A typical capacitor uses a polysilicon-insulator-polysilicon structure, and a method of reaching such a structure is illustrated in FIG. 1.
Referring to FIG. 1, a lower polysilicon 11, a dielectric layer 12, and an upper polysilicon 13 are sequentially deposited on a semiconductor substrate 10 where various devices, interconnection lines, and a planarization layer may be formed. The lower polysilicon layer 11 serves as the lower electrode of a capacitor, and the upper electrode may be formed by patterning an upper polysilicon 13 by a typical photolithography process.
After the upper polysilicon 13 is patterned to form the upper electrode of the capacitor on the substrate 10, the dielectric layer 12 and the lower polysilicon 11 are patterned to form the dielectric member and the lower electrode of the capacitor. Similar to the pattering of the upper polysilicon 13, the patterning of the dielectric layer 12 and the lower polysilicon 11 are performed by using a typical photolithography process, i.e. a process that involves forming a photosensitive film on the substrate 10 where the upper polysilicon 13 is patterned, exposing and developing using a mask to form a pattern of the photosensitive film, etching the dielectric layer 12 and the lower polysilicon 11 exposed by the pattern of the photosensitive film, and removing a remaining pattern of the photosensitive film.

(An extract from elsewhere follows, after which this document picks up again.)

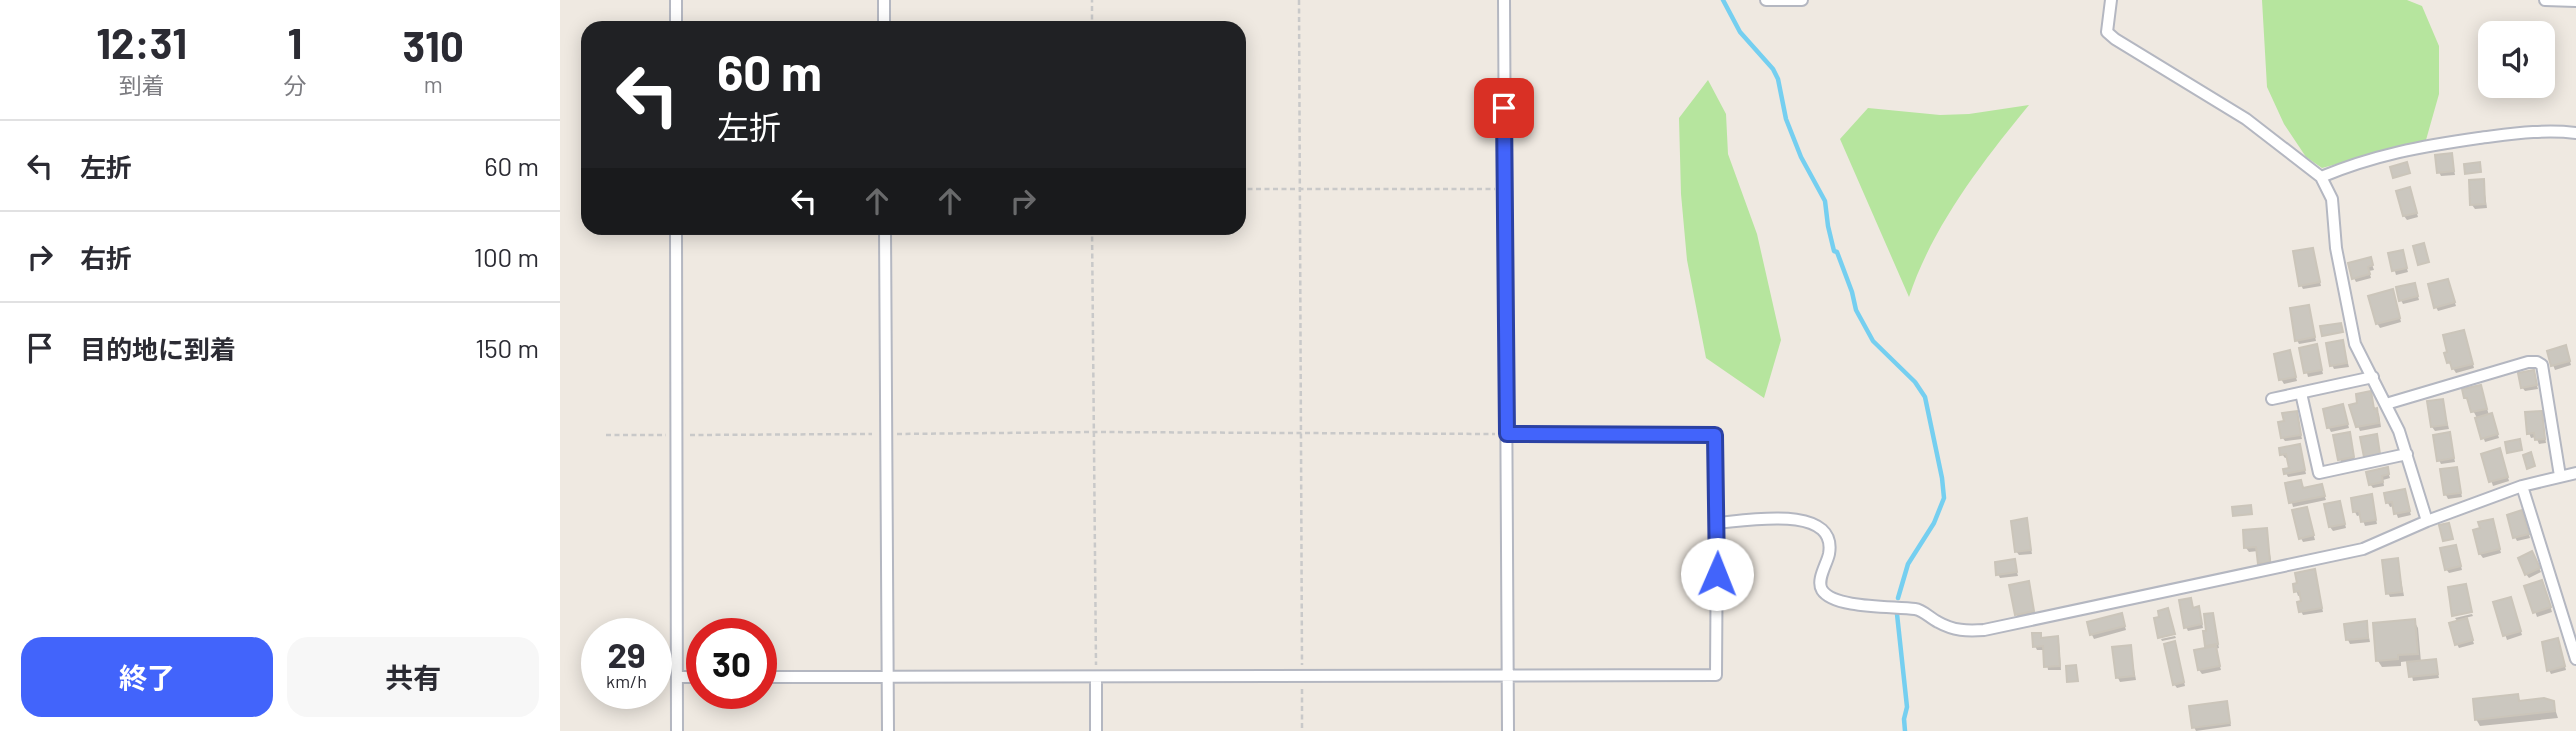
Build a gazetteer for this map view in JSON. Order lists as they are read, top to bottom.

The insulating layer 14 and the planarization layer 15 are formed on the substrate 10 where the capacitor constructed with the lower electrode, the dielectric member, and the upper electrode is formed. After that, the planarization layer 15 and the insulating layer 14 are etched to form contact holes for exposing the upper polysilicon 13 and the lower polysilicon 11. Similar to the patterning of the upper polysilicon 13, the etching of the insulating layer 14 and the planarization layer 15 is performed by using a typical photolithography process, i.e. by forming a photosensitive film, exposing and developing using a mask to form a pattern of the photosensitive film, etching the planarization layer 15 and the underlying insulating layer 14 exposed by the pattern of the photosensitive film, and removing a remaining pattern of the photosensitive film.
A conductive material filling the contact hole is then formed and patterned on the substrate 10 where the contact hole is formed. Next, a ground node 16 electrically connected to the lower polysilicon 11 and a power supply node 17 electrically connected to the upper polysilicon 13 are formed. The patterning of the conductive material may likewise be performed by using a typical photolithography process.
The method for fabricating a capacitor as described above, requires at least four photolithography steps and seven deposition steps which unduly complicate the process and increase production costs. In addition, the lower electrode and the upper electrode are stacked in a planar structure, making for a large layout of the unit cell.